Cancer specialists call these appointments “survivorship” visits. They’re where we generally address treatment-related side effects and screen for other cancers and diseases such as diabetes. Survivorship visits are a way for us to stay in touch with patients, and many feel reassured that the doctor who beat back their cancer is continuing to keep a close eye on them.
Perhaps that is why women with breast cancer say they prefer their oncologists to stay connected with them even after therapy.
But there is a movement in medicine to push healthy patients out of the doctor’s office, propelled by the 20 million newly insured patients who got increased access to the health-care system after the ACA passed in 2010.
Recent articles in major consumer and academic venues argue against the annual physical, noting that healthy or asymptomatic patients may not benefit from these visits, which, of course, cost our system money.
Telemedicine and home health services also replace in-person care.
Even in cancer care, patients who are cured or in remission often don’t see their doctor regularly. Survivorship becomes the domain of providers such as nurse practitioners and physician assistants. As a result, most of the patients we physicians see have new cancer diagnoses or are receiving treatment.
In other words, nearly every one of them is sick. That’s undoubtedly what any doctor signed up for. And the value of a clinic visit is much higher for a sick patient than for a healthy one.
But as one who treats people on the verge of life and death every day, I am starting to recognize the emotional toll. Between the gut-wrenching conversations about mortality and managing life-threatening complications of a treatment that my team prescribed, a full day of clinic can leave me drained, guilty or, even worse, depressed. That feeling is amplified for patients with diseases such as pancreatic cancer, where the chance of long-term survival is bleak. And I am still in training; imagine how exhausted a seasoned cancer specialist or critical-care physician must feel at the end of their day, after seeing 25 sick patients and answering 10 phone calls from worried family members.
Even among oncologists, who self-select into a profession that is emotionally charged, rates of burnout are high.
In a 2014 study published in the Journal of Clinical Oncology, nearly 1,500 oncologists surveyed reported at least some burnout, and it was worse among those who saw more patients.
These numbers were higher among critical-care doctors and internists in the most recent Medscape Physician Lifestyle report, which surveyed of more than 15,000 physicians practicing in 29 specialties.
Surviving the tough days
On most of my tough days, I don’t think of seeing a healthy patient as a waste of clinic time.
On the contrary, when I saw that my patient who had survived lung cancer was on the schedule, I felt relieved. With patients like him, doctors can afford to spend 15 minutes discussing a child’s graduation or a recent vacation. These interactions remind doctors that treatment can let someone lead a normal life.
These are the patients who prevent me from burning out.

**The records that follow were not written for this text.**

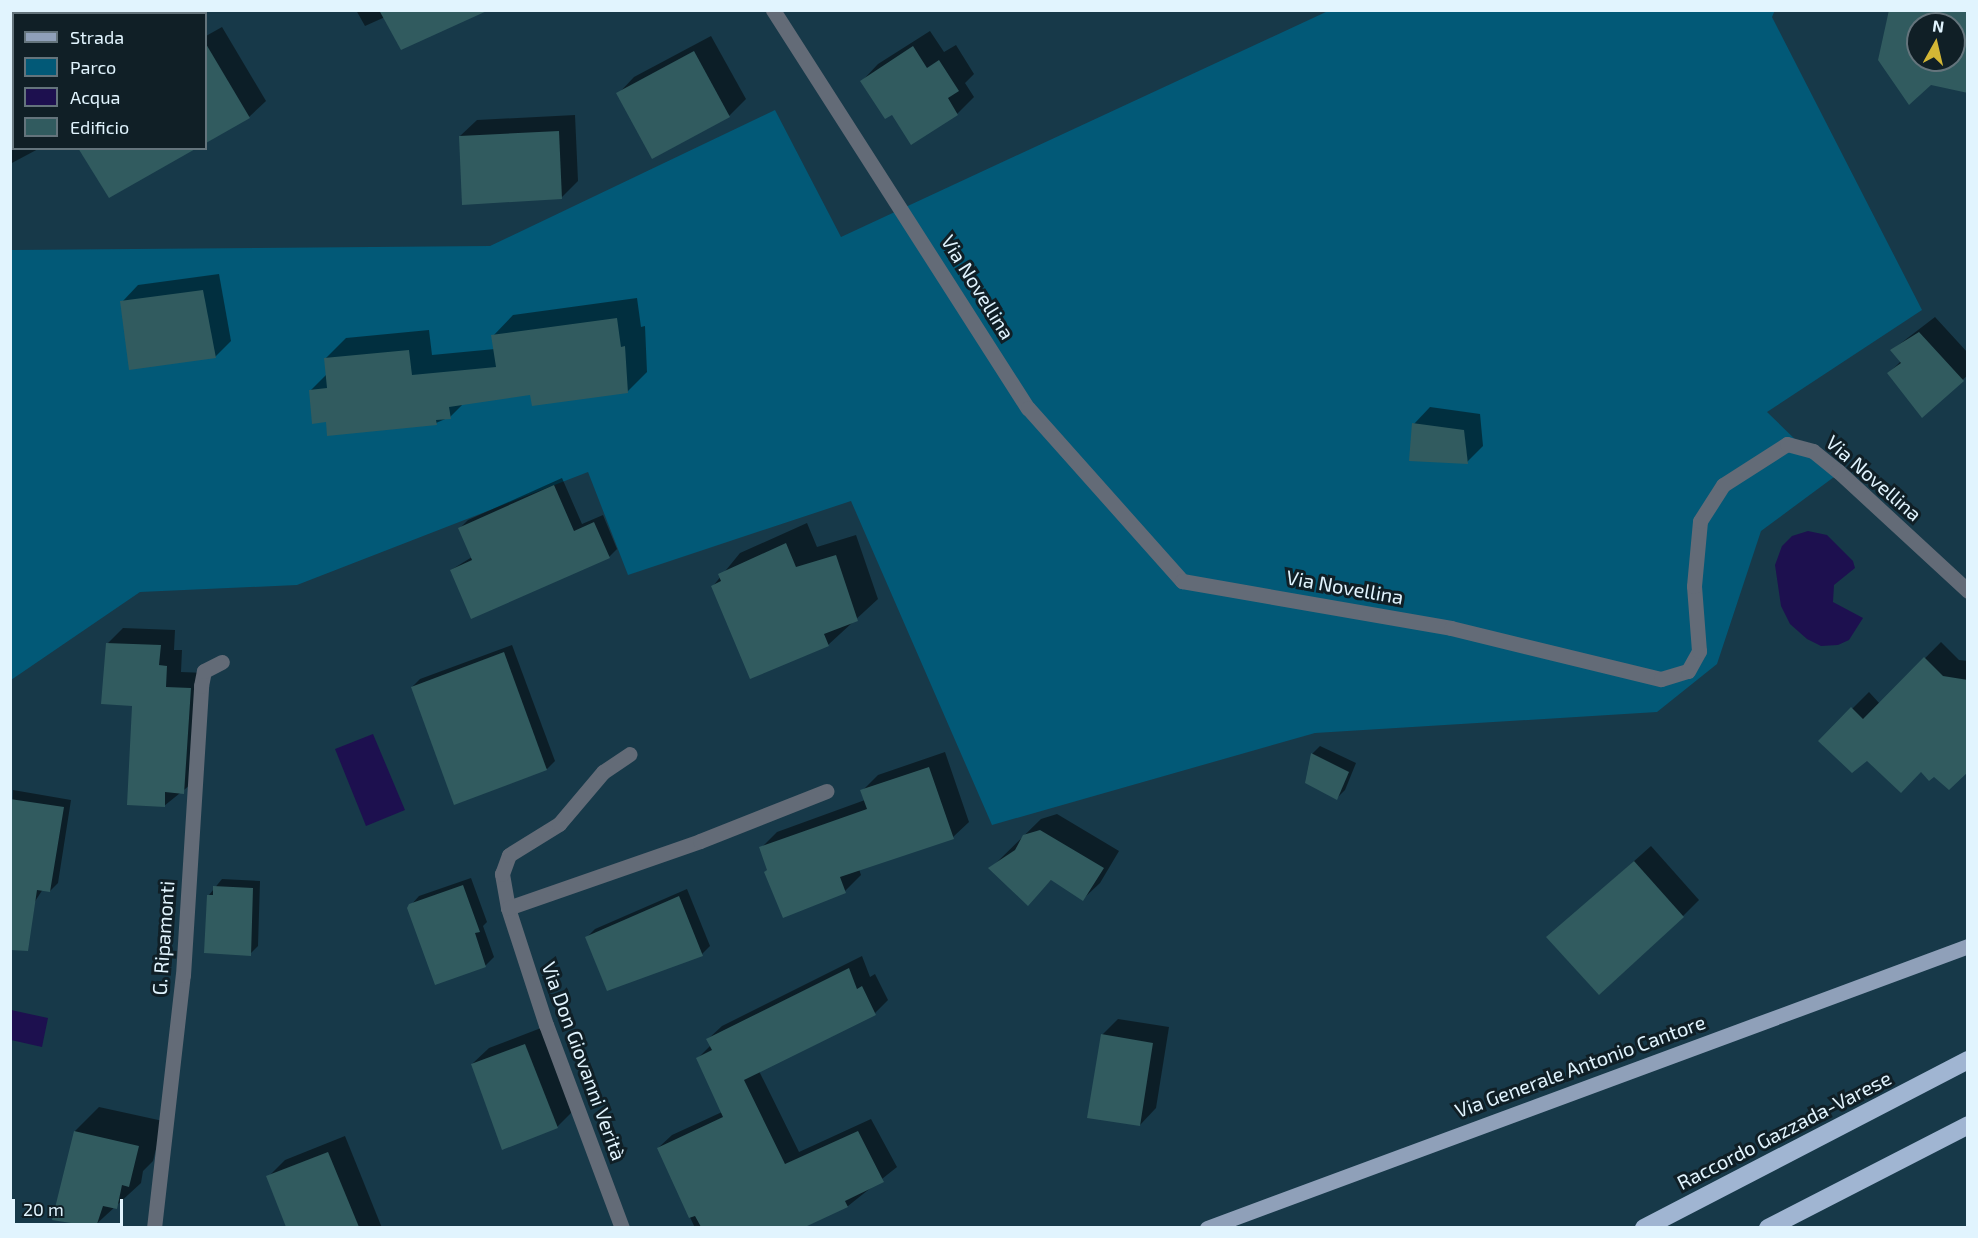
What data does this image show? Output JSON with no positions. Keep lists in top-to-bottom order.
{
  "streets": {
    "highway": ["Raccordo Gazzada-Varese"],
    "main road": ["Via Generale Antonio Cantore"],
    "street": ["Via Novellina", "G. Ripamonti", "Via Don Giovanni Verità"]
  },
  "legend": [
    "Strada",
    "Parco",
    "Acqua",
    "Edificio"
  ],
  "scale_bar": "20 m",
  "north": "top"
}
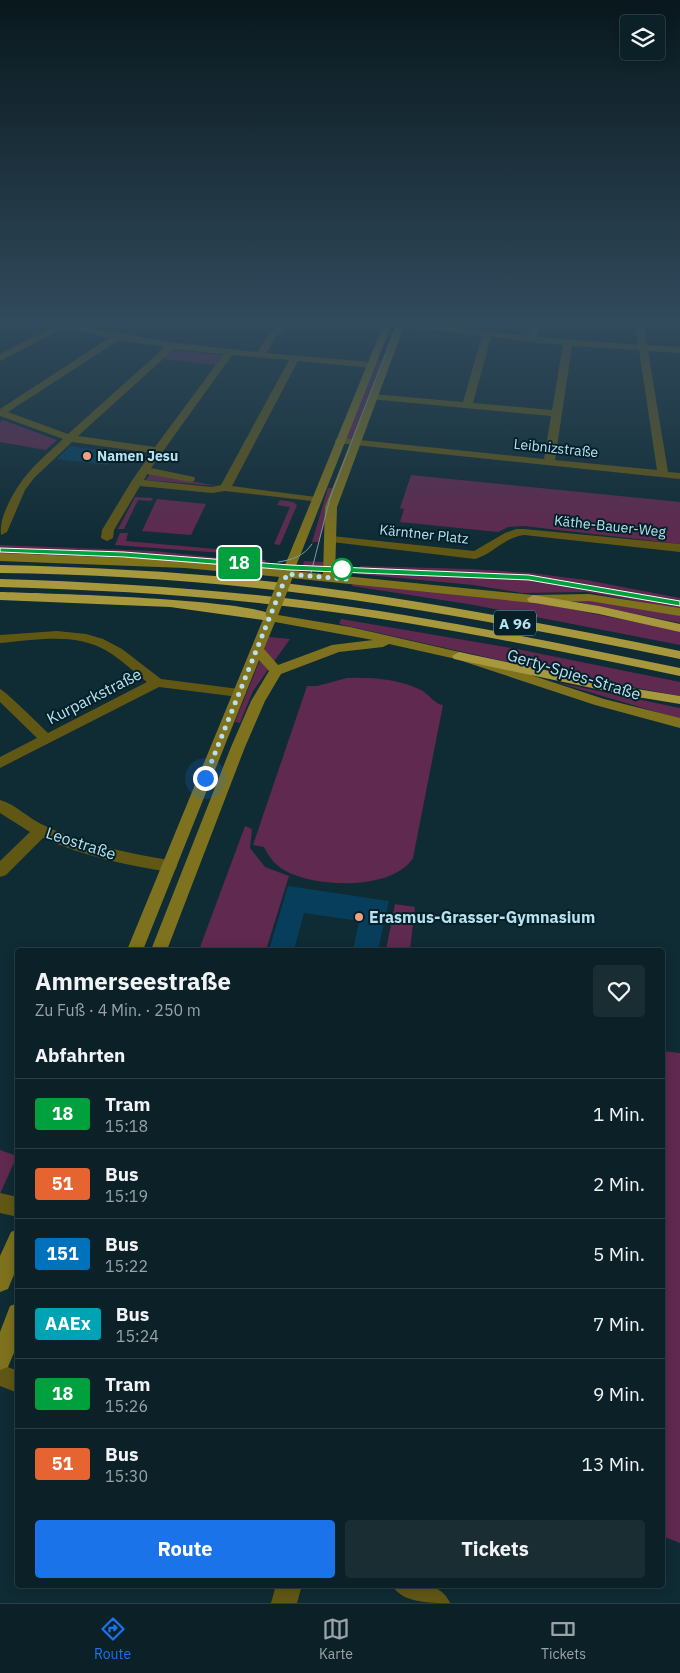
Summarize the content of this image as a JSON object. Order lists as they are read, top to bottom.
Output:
{
  "streets": {
    "highway": ["A 96"],
    "main road": ["Gerty-Spies-Straße"],
    "street": [
      "Leibnizstraße",
      "Käthe-Bauer-Weg",
      "Kärntner Platz",
      "Kurparkstraße",
      "Leostraße"
    ]
  },
  "crossings": [
    ["Käthe-Bauer-Weg", "Kärntner Platz"]
  ],
  "places": ["Namen Jesu", "Erasmus-Grasser-Gymnasium"],
  "lines": ["tram line 18"],
  "page": {
    "on_map": "18",
    "heading": [
      ["Ammerseestraße", "Zu Fuß · 4 Min. · 250 m"],
      "Abfahrten"
    ],
    "list": [
      {
        "mark": "18",
        "name": "Tram",
        "note": "15:18",
        "value": "1 Min."
      },
      {
        "mark": "51",
        "name": "Bus",
        "note": "15:19",
        "value": "2 Min."
      },
      {
        "mark": "151",
        "name": "Bus",
        "note": "15:22",
        "value": "5 Min."
      },
      {
        "mark": "AAEx",
        "name": "Bus",
        "note": "15:24",
        "value": "7 Min."
      },
      {
        "mark": "18",
        "name": "Tram",
        "note": "15:26",
        "value": "9 Min."
      },
      {
        "mark": "51",
        "name": "Bus",
        "note": "15:30",
        "value": "13 Min."
      }
    ],
    "buttons": ["Route", "Tickets"],
    "tabs": ["Route", "Karte", "Tickets"]
  }
}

I went into medicine to make sure that sick patients could return to living a normal life.
Even if that’s not always the outcome, it is nice to see it happen.
Even in less-critical situations than cancer treatment, “well visits” can be important.
Doctors can focus on smoking cessation, exercise counseling and mental health — important topics that are often ignored during a sick visit.
Of course, if a healthy patient does not wish to go to the doctor, that’s their prerogative.
And I understand that either patients or their insurers must pay for in-person visits, transportation, medications and lab tests. But I believe those costs can be justified by the improved value of care that refreshed, happier doctors provide.
As more physicians become burned out and apprehensive about practicing medicine, we must realize that there are limits to what chief wellness officers, counseling, and pep talks can accomplish.
Only systems-level changes in how doctors treat and see patients will curb the rise in physician burnout. Perhaps healthy patient visits can be therapeutic for everyone.